#### Your assignment:
Skip every picture while you write out the records below, from the first line through the one that contains "const shape = rows", both ends kept.

-- Dataset follows --

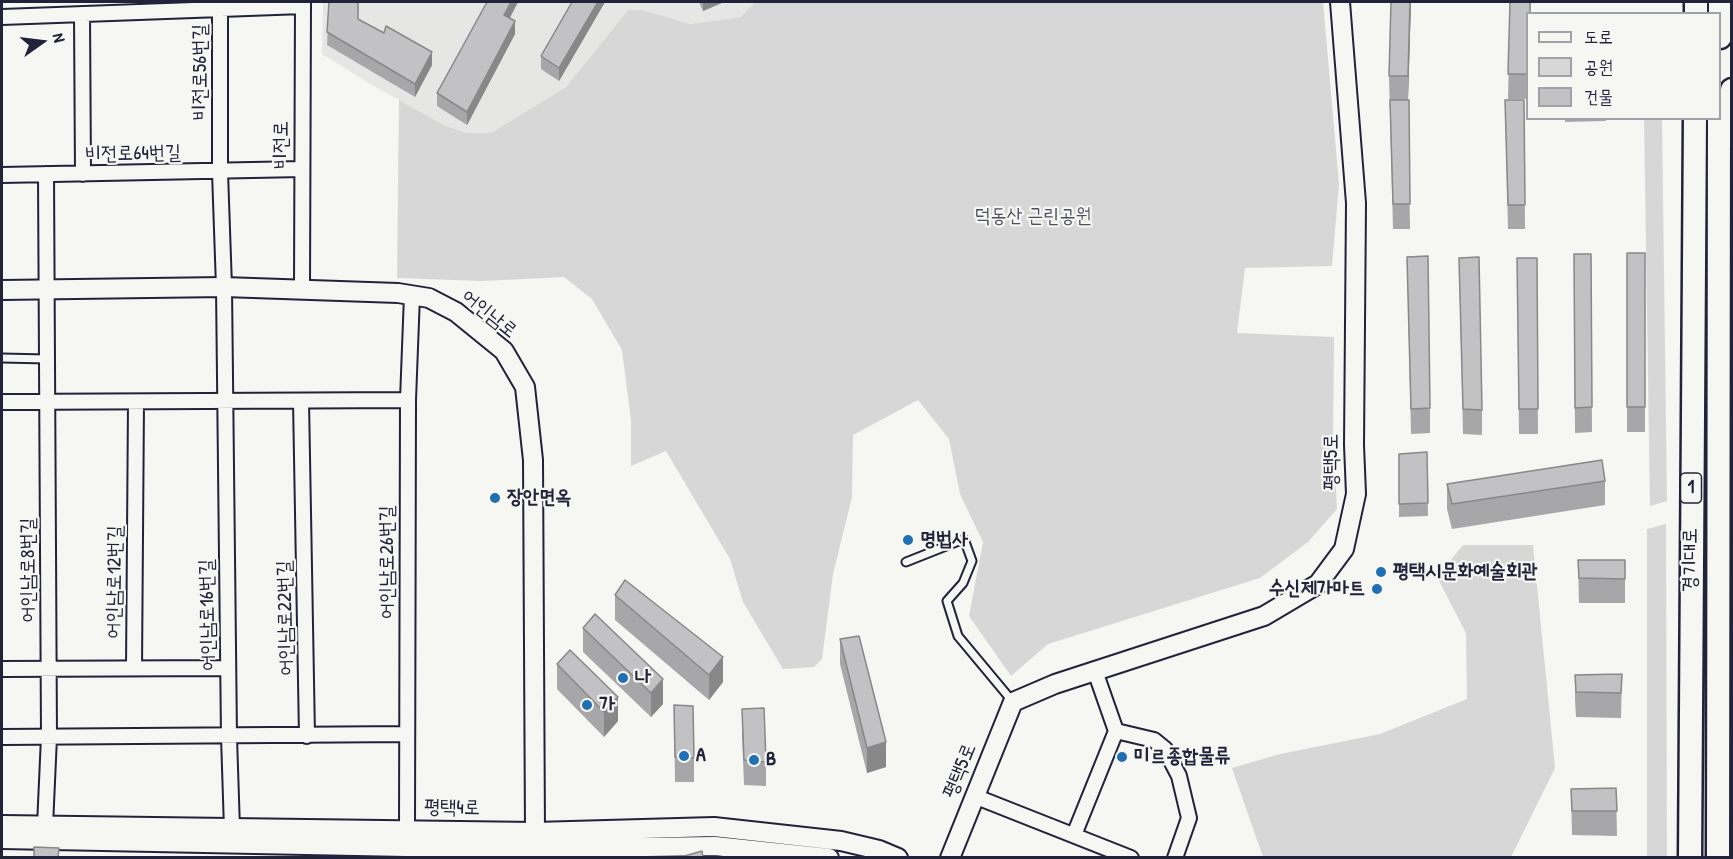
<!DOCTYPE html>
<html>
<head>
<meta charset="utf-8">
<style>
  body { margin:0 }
  #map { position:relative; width:1733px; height:859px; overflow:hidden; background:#f6f6f2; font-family:"Patrick Hand","Poor Story",sans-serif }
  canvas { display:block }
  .frame { position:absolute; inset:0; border:3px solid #22223b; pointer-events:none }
  .legend { position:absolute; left:1526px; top:12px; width:195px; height:108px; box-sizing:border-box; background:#f6f6f2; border:2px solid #a1a1a9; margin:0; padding:8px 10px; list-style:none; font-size:18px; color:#22223b }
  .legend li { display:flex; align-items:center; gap:12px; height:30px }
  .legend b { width:30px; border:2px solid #a1a1a9 }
  .north { position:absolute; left:12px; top:12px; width:60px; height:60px; -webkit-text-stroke:4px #f6f6f2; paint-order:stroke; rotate:76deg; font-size:16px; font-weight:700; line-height:24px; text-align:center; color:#22223b }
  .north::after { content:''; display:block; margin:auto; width:21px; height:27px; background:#22223b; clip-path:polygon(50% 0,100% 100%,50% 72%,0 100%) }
</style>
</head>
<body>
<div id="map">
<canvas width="1733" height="859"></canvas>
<div class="frame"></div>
<ul class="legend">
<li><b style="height:8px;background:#f6f6f2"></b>도로</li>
<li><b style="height:16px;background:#d7d7d7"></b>공원</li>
<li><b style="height:16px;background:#c2c2c4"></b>건물</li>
</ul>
<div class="north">N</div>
</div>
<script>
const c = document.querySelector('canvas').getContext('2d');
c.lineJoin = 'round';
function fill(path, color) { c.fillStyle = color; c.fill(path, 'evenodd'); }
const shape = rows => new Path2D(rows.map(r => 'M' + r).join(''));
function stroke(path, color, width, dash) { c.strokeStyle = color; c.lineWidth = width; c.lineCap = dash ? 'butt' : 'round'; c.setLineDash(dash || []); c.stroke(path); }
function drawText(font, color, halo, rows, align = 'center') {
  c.font = font + ' "Patrick Hand","Poor Story",sans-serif'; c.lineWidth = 4.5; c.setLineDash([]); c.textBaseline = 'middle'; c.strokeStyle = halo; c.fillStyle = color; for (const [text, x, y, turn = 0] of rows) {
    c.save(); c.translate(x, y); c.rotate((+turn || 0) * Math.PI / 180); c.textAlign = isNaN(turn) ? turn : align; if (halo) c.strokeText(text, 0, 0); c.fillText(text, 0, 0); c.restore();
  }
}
fill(shape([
  [323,2,755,2,741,17,689,24,642,10,628,10,566,87,491,133,466,133,444,125,372,85,322,54]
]), '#e6e6e4');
fill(shape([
  [755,2,1323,2,1339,184,1332,266,1245,268,1237,333,1334,337,1333,440,1337,509,1308,542,1260,578,1048,644,1011,676,969,616,983,542,960,494,949,439,918,400,853,435,852,497,833,574,822,659,814,667,783,669,743,602,730,559,666,451,631,466,631,420,622,350,592,299,564,277,482,281,397,278,399,100,444,125,466,133,491,133,566,87,628,10,642,10,690,24,741,17],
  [1644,119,1662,119,1667,501,1650,506],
  [1666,524,1667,857,1647,857,1647,529],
  [1463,545,1533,545,1555,768,1511,857,1263,857,1232,768,1280,754,1380,734,1467,699,1466,633,1437,577]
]), '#d7d7d7');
const service = shape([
  [2,358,47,359],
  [906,562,964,539,972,561,963,583,947,601,958,636,1013,702]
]);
const minor = shape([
  [220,2,220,172,224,287,229,737,232,829],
  [82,14,83,174],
  [2,17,303,6],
  [2,175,302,169],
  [302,288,303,2],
  [301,401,307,736],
  [2,402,408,400],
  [134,668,136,402],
  [2,669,228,668],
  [1095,671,1116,731],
  [2,737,406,734],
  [974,796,1131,858],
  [45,826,49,737,46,174],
  [407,830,408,400,412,295],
  [1074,835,1116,731,1154,740,1165,749,1179,776,1189,818,1175,858]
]);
const tertiary = shape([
  [2,290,224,287,398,293,429,298,456,312,504,351,525,387,533,460,535,832],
  [2,825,535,832,714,827,841,841,879,850,898,858],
  [2,839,507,849,715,846,829,858],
  [950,858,1013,702,1055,684,1264,616,1318,584,1344,549,1356,494,1354,445,1356,203,1340,2]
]);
const primary = shape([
  [1696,14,1696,2],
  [1720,37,1720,2],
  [1727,138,1732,90],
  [1690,858,1695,118],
  [1718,858,1719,118]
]);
stroke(service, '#22223b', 11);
stroke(minor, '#22223b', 18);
stroke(tertiary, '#22223b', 22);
stroke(primary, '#22223b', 27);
stroke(service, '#f6f6f2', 7);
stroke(minor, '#f6f6f2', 14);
stroke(tertiary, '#f6f6f2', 18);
stroke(primary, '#f6f6f2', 22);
fill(shape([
  [329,2,359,2,358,19,432,65,415,97,327,45],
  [518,2,510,18,515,34,467,125,437,106,437,93],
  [572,2,605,2,559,81,541,69,541,56],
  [699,2,724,2,703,11],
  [1411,2,1408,100,1410,229,1393,229,1389,76],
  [1510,2,1531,2,1530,14,1527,14,1527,99,1508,99],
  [1524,100,1525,229,1508,229,1505,101],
  [1565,118,1606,118,1606,121,1565,122],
  [1627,253,1645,253,1645,432,1627,432],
  [1574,254,1591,254,1592,432,1575,433],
  [1407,257,1430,408,1430,433,1411,434],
  [1459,258,1482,410,1482,435,1463,434],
  [1537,258,1538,434,1519,434,1517,283],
  [1427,452,1428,516,1399,517,1399,454],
  [1605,481,1605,505,1452,529,1447,509,1447,484],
  [1578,560,1625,579,1625,603,1579,603],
  [615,595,723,682,709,700,615,620],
  [583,628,663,704,651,717,583,652],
  [840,639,886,767,867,773,840,664],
  [557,664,618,721,604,737,557,689],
  [1622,674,1621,718,1576,717,1575,700,1575,675],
  [674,705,694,758,694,782,675,782],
  [742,709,766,762,766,786,744,785,742,734],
  [1616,788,1617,836,1572,835,1571,789]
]), '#a7a7a9');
fill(shape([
  [511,2,518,2,504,28,504,15],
  [598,2,605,2,559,81,559,68],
  [703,2,724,2,703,11],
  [1410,2,1411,2,1408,101,1408,76],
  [515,21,515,34,467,125,467,112],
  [432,52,432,65,415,97,415,84],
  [723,657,723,682,709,700,709,675],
  [663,679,663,704,651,717,651,693],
  [618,697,618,721,604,737,604,712],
  [886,742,886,767,867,773,867,748]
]), '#888889');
const building = shape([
  [329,2,358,2,358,19,384,33,386,26,432,52,415,84,327,32,329,2],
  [487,2,511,2,504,15,515,21,467,112,437,93,487,2],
  [572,2,598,2,559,68,541,56,572,2],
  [1391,2,1410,2,1408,76,1389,76,1391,2],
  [1510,2,1530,2,1530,14,1527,14,1527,74,1508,74,1510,2],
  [1390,100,1409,100,1410,204,1393,204,1390,100],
  [1505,100,1524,100,1525,205,1508,205,1505,100],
  [1627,253,1645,253,1645,407,1627,407,1627,253],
  [1574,254,1591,254,1592,407,1575,408,1574,254],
  [1428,256,1430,408,1411,409,1407,257,1428,256],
  [1479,257,1482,410,1463,409,1459,258,1479,257],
  [1517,258,1537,258,1538,409,1519,409,1517,258],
  [1427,452,1428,503,1399,504,1399,454,1427,452],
  [1602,460,1605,481,1452,504,1447,484,1602,460],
  [1578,560,1625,560,1625,579,1579,578,1578,560],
  [625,580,723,657,709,675,615,595,625,580],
  [595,614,663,679,651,693,583,628,595,614],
  [859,636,886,742,867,748,840,639,859,636],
  [570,650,618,697,604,712,557,664,570,650],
  [1622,674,1621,693,1576,692,1575,675,1622,674],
  [674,705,693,706,694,758,675,757,674,705],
  [764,708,766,762,744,760,742,709,764,708],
  [1616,788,1617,811,1572,811,1571,789,1616,788],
  [34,847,59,848,58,858,34,858,34,847],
  [702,851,703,858,681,858,681,857,702,851]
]);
fill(building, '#c2c2c4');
stroke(building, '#888889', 1.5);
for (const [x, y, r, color] of [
  [495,498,6,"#1f6fb2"],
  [908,540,6,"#1f6fb2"],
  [1381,572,6,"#1f6fb2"],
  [1377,589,6,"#1f6fb2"],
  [623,678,6,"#1f6fb2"],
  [587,705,6,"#1f6fb2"],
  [684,756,6,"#1f6fb2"],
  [1122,757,6,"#1f6fb2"],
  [754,760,6,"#1f6fb2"]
]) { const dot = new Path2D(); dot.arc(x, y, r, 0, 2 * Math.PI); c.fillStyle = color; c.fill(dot); stroke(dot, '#f6f6f2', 2); }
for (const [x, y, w] of [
  [1691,488,21]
]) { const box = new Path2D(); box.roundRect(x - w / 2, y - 15, w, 30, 4.5); c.fillStyle = '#f6f6f2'; c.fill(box); stroke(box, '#22223b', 1.5); }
drawText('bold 18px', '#22223b', null, [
  ["1",1691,488]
]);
drawText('20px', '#22223b', '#f6f6f2', [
  ["비전로56번길",201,72,-90],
  ["비전로",282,145,-90],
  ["비전로64번길",133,154,-1],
  ["어인남로",489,314,39],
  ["평택5로",1332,462,-90],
  ["경기대로",1691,560,-90],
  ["어인남로26번길",388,562,-90],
  ["어인남로8번길",29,570,-90],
  ["어인남로12번길",115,582,-89],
  ["어인남로16번길",208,615,-91],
  ["어인남로22번길",286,618,-91],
  ["평택5로",960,771,-68],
  ["평택4로",452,808,1]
]);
drawText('20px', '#4f4f62', '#f6f6f2', [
  ["덕동산 근린공원",1033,217]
]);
drawText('bold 20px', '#22223b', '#f6f6f2', [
  ["장안면옥",507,498],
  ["명법사",920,540],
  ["평택시문화예술회관",1393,572],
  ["수신제가마트",1365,589,"right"],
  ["나",635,678],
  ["가",599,705],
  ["A",696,756],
  ["미르종합물류",1134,757],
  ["B",766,760]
], 'left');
</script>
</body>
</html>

-- Dataset concluded --

#### Written solution:
<!DOCTYPE html>
<html>
<head>
<meta charset="utf-8">
<style>
  body { margin:0 }
  #map { position:relative; width:1733px; height:859px; overflow:hidden; background:#f6f6f2; font-family:"Patrick Hand","Poor Story",sans-serif }
  canvas { display:block }
  .frame { position:absolute; inset:0; border:3px solid #22223b; pointer-events:none }
  .legend { position:absolute; left:1526px; top:12px; width:195px; height:108px; box-sizing:border-box; background:#f6f6f2; border:2px solid #a1a1a9; margin:0; padding:8px 10px; list-style:none; font-size:18px; color:#22223b }
  .legend li { display:flex; align-items:center; gap:12px; height:30px }
  .legend b { width:30px; border:2px solid #a1a1a9 }
  .north { position:absolute; left:12px; top:12px; width:60px; height:60px; -webkit-text-stroke:4px #f6f6f2; paint-order:stroke; rotate:76deg; font-size:16px; font-weight:700; line-height:24px; text-align:center; color:#22223b }
  .north::after { content:''; display:block; margin:auto; width:21px; height:27px; background:#22223b; clip-path:polygon(50% 0,100% 100%,50% 72%,0 100%) }
</style>
</head>
<body>
<div id="map">
<canvas width="1733" height="859"></canvas>
<div class="frame"></div>
<ul class="legend">
<li><b style="height:8px;background:#f6f6f2"></b>도로</li>
<li><b style="height:16px;background:#d7d7d7"></b>공원</li>
<li><b style="height:16px;background:#c2c2c4"></b>건물</li>
</ul>
<div class="north">N</div>
</div>
<script>
const c = document.querySelector('canvas').getContext('2d');
c.lineJoin = 'round';
function fill(path, color) { c.fillStyle = color; c.fill(path, 'evenodd'); }
const shape = rows => new Path2D(rows.map(r => 'M' + r).join(''));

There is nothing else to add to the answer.